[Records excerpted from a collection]
BEGIN

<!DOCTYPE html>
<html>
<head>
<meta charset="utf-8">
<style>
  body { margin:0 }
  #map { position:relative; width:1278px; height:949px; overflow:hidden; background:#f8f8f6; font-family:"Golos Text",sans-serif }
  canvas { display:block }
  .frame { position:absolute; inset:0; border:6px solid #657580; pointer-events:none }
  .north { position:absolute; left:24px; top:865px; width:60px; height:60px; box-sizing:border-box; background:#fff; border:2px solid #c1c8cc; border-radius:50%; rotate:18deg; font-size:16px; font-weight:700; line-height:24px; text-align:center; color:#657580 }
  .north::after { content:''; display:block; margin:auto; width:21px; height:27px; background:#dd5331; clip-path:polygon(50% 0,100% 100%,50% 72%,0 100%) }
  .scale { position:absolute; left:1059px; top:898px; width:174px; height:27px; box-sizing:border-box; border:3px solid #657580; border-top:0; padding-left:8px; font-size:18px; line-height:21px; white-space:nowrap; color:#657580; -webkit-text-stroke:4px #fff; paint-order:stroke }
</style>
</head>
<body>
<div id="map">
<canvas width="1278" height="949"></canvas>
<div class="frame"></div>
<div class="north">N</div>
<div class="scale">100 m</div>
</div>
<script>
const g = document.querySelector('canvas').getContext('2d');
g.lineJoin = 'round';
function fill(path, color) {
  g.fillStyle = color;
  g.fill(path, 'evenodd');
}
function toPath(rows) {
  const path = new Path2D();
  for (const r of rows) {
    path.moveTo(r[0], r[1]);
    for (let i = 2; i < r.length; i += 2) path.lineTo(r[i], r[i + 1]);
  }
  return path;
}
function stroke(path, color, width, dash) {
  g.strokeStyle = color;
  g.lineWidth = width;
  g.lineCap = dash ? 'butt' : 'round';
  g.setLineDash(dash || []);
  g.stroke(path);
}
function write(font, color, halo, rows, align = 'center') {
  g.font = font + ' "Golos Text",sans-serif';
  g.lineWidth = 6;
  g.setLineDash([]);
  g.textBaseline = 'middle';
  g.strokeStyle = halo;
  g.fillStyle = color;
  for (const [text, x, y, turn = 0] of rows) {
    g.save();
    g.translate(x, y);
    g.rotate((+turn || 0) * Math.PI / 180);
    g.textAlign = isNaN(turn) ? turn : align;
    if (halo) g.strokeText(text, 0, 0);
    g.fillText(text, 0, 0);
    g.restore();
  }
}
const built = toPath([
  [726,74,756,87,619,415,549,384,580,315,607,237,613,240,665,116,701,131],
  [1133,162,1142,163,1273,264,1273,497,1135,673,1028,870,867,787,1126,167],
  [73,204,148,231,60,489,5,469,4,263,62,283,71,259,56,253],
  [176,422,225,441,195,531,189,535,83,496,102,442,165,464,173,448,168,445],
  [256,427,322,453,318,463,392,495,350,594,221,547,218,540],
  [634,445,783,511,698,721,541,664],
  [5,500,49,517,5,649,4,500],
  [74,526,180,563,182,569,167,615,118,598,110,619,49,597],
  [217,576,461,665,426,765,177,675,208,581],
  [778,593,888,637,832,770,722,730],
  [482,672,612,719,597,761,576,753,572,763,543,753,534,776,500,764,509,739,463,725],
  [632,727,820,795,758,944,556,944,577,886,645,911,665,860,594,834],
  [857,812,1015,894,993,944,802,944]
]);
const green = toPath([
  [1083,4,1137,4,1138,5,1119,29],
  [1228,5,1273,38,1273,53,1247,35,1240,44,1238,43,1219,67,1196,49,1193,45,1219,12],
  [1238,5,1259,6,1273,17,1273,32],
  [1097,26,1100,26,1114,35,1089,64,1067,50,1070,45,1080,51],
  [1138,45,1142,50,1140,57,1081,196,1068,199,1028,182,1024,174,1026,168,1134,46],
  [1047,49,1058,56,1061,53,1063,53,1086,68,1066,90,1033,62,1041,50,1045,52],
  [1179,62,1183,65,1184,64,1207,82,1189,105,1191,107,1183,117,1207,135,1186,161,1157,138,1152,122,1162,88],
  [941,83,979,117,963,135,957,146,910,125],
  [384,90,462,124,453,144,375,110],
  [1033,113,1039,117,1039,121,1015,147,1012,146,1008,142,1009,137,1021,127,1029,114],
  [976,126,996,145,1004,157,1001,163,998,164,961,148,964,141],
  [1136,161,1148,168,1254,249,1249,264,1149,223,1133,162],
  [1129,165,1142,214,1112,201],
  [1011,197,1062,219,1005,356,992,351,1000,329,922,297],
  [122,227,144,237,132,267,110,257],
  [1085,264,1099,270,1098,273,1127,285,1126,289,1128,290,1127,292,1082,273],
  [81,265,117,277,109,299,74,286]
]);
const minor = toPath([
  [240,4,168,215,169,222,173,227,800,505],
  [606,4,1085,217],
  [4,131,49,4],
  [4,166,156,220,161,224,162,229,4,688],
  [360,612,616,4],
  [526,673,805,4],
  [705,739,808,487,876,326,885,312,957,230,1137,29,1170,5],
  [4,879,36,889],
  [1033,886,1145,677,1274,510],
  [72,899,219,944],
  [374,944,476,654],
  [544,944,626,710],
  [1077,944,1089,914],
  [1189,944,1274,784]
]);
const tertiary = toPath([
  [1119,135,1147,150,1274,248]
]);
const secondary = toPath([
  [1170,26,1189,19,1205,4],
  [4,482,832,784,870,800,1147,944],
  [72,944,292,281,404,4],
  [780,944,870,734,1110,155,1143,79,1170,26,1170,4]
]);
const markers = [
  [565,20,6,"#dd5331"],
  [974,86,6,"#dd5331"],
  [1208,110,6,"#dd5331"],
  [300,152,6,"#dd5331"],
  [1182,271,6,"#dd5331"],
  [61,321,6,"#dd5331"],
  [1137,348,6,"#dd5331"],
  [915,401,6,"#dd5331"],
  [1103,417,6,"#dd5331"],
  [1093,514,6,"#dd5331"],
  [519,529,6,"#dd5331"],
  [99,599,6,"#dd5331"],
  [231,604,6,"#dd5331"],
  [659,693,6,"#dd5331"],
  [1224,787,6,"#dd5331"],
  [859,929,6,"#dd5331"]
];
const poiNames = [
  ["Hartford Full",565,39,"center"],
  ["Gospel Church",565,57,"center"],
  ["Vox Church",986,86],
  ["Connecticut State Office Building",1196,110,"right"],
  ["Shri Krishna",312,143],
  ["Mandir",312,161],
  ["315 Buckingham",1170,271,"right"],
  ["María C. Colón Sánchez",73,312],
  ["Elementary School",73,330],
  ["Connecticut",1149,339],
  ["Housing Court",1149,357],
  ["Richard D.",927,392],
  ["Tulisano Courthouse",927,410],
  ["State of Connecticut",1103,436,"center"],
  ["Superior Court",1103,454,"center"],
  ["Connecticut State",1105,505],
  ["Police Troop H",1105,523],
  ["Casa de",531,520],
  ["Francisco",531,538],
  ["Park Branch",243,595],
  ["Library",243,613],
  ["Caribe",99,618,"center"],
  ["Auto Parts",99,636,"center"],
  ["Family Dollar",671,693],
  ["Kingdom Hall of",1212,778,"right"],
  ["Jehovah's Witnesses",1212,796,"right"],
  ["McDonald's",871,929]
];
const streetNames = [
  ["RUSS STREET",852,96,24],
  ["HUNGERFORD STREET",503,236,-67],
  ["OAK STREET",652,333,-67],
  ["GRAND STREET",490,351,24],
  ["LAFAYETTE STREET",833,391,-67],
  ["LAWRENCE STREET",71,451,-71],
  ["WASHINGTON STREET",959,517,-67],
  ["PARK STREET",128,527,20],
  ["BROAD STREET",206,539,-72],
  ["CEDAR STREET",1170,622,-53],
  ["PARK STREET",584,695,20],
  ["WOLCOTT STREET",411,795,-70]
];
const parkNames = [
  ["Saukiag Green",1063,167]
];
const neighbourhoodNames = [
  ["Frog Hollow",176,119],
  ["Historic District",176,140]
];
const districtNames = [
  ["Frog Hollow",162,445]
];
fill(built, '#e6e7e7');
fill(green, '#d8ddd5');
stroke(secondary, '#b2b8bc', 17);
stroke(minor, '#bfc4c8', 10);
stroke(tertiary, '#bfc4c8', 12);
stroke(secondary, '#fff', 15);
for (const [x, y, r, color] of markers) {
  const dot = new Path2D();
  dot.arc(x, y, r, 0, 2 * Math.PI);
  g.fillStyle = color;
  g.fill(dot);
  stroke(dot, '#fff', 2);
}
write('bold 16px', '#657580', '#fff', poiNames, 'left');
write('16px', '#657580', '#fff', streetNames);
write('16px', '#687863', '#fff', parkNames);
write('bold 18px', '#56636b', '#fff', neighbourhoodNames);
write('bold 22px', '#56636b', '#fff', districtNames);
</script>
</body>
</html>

END

Instructions for the task => Indicate how many lines in the records above contain the word "strokeStyle", giving only the number.

Completed task => 2